His retreat was known to many of his friends, and chance had brought the duke of Gloucester at one time to visit him; when the ancient warrior rejoiced with enthusiasm at the exaltation of the party to which he was attached. The death of the mother of Edmund had the effect of softening the duke's heart, of making for a short interval worldly cares and objects distasteful to him, and of filling him with a desire of seclusion and peace. If he was unable to enjoy these himself, he resolved that at least his child should not be drawn by him into the thorny path of rivalship and ambition. His mother's last injunction strengthened this feeling; and the duke, visiting again the hermit of the wood, induced him to take charge of Edmund, and bringing him up in ignorance of his real parentage, to bestow such education on him as would enable him to fill with reputation an honourable, if not a distinguished station in society. This order of things was not changed by Richard's exaltation to the crown. On the contrary, the dangers he incurred from his usurpation made him yet more anxious to secure a peaceful existence for his offspring. When, however, his legitimate son, whom he had created prince of Wales, died, paternal affection awoke strong in his heart, and he could not resist his desire of seeing Edmund: a memorable visit for the priest-bred nursling of the forest! It gave him a link with society, with which before he had felt no connexion: his imagination and curiosity were highly excited. His revered friend, yielding to his eager demands, was easily enticed to recur to the passed scenes of an eventful life. The commencement of the wars of the two Roses, and their dreadful results, furnished inexhaustible topics of discourse. Plantagenet listened with breathless interest, although it was not till the eve of the battle of Bosworth, that he knew how indissolubly his own fortunes were linked with those of the house of York.

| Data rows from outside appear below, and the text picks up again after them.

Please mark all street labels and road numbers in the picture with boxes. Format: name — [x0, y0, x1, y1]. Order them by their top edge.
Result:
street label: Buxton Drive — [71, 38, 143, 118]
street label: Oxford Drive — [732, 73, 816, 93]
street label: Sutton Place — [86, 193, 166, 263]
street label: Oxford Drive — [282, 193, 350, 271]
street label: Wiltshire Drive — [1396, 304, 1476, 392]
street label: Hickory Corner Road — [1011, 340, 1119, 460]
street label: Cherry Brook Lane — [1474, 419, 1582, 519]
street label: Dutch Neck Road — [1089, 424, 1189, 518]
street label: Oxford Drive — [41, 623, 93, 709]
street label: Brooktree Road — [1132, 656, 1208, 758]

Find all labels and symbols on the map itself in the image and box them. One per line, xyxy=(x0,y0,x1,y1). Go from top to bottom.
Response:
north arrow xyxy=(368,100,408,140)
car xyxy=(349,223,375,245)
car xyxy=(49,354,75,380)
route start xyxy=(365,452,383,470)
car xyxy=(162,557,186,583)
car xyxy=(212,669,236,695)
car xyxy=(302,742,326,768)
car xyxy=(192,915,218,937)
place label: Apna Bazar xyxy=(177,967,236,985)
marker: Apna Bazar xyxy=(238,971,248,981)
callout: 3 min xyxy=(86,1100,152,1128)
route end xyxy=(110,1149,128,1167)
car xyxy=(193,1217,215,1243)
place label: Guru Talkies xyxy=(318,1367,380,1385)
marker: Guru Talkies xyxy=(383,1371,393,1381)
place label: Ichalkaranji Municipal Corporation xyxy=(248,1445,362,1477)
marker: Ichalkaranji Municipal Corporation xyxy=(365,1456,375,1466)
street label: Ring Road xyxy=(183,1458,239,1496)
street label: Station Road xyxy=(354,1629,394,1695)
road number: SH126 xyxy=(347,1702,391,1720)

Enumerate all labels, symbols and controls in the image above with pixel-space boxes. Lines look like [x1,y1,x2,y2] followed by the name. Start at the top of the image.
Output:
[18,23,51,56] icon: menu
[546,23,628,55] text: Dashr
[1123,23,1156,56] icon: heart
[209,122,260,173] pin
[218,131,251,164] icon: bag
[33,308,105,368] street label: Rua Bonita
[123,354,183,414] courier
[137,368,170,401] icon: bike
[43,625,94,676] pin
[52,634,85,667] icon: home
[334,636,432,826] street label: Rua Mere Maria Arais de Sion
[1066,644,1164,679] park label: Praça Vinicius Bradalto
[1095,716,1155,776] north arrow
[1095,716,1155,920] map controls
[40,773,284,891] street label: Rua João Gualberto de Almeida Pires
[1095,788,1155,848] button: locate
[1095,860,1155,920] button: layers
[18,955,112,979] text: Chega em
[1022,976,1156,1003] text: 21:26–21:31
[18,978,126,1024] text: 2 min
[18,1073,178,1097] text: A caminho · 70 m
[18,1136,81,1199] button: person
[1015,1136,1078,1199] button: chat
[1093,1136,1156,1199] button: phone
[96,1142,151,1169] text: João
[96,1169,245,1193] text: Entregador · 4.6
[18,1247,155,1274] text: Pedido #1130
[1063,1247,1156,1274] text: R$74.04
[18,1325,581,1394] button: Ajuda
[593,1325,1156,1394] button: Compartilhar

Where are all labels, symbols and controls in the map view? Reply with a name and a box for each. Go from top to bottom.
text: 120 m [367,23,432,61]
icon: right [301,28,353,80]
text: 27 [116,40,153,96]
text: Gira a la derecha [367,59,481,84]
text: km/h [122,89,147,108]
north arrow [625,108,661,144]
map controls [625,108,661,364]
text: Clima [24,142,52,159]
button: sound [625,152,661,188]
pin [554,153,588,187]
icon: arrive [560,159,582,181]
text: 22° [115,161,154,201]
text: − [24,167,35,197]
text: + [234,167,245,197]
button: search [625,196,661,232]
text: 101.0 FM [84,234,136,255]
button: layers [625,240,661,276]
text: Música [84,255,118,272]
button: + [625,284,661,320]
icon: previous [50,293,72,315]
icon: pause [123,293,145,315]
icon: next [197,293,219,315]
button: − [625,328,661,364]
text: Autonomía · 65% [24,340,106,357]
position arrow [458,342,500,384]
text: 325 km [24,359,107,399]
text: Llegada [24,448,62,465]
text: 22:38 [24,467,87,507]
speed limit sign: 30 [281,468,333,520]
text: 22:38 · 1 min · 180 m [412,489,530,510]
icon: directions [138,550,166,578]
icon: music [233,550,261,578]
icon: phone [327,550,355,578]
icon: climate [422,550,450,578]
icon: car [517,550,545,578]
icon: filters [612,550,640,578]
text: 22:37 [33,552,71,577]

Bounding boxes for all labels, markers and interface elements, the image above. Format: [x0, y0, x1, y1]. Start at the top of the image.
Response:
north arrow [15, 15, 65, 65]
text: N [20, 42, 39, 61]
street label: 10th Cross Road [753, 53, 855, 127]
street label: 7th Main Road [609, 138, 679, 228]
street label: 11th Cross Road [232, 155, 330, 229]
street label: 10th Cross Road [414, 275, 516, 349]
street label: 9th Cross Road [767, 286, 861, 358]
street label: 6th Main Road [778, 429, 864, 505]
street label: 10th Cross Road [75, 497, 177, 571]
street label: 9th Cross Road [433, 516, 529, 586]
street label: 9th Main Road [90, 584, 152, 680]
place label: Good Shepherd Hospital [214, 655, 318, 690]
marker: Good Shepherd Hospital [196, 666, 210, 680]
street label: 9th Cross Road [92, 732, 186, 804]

The events of the few last days had given him a new existence. For the first time, feeling was the parent of action; and a foregoing event drove him on to the one subsequent. He was excited to meditate on a thousand schemes, while the unknown future inspired him with an awe that thrilled his young heart with mingled pain and pleasure. He uttered his sentiments with the ingenuousness of one who had never been accustomed to converse with any but a friend; and as he spoke, his dark and thoughtful eyes beamed with a tempered fire, that showed him capable of deep enthusiasm, though utter want of knowledge of the world must make him rather a follower than a leader.
They rode on meanwhile, the noble cavalier and gentle squire indulging in short repose. The intense fatigue Edmund at first endured, seemed to be subdued by the necessity of its continuance, nor did it prevent him from conversing with Lord Lovel, He was anxious thoroughly to understand the immediate grounds of the earl of Richmond's invasion, and to ascertain the relative position of the remaining chiefs of the White Rose: "Where," he asked, "are Edward the Fourth's children?"
"The elder of these," Lord Lovel replied, "the Lady Elizabeth, is, by direction of her uncle, at Sheriff Hutton, in Yorkshire."
"And where are the princes? Edward, who was proclaimed king, and his younger brother?"